### Work request
Retrieve every line from the records in which the word "names" occurs.

### Entries taken from a collection
++++

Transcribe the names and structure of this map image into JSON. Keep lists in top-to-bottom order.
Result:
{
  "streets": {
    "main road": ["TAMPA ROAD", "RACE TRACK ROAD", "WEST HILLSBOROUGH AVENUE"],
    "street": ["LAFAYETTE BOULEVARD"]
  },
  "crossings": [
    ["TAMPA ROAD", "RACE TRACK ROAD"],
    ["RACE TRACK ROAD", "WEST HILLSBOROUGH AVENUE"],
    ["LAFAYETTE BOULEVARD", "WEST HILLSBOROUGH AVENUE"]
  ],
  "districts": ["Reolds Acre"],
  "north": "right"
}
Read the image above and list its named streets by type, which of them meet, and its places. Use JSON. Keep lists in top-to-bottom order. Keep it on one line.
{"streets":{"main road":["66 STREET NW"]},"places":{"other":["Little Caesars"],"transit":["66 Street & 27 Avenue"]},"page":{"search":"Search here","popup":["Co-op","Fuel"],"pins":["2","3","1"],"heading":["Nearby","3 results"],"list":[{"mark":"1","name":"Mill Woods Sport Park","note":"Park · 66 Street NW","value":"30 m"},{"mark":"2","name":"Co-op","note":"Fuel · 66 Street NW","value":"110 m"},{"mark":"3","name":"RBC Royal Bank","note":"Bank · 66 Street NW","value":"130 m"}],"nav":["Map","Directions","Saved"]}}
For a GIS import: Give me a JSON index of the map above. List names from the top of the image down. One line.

++++

### Answer box
Transcribe the names and structure of this map image into JSON. Keep lists in top-to-bottom order.
For a GIS import: Give me a JSON index of the map above. List names from the top of the image down. One line.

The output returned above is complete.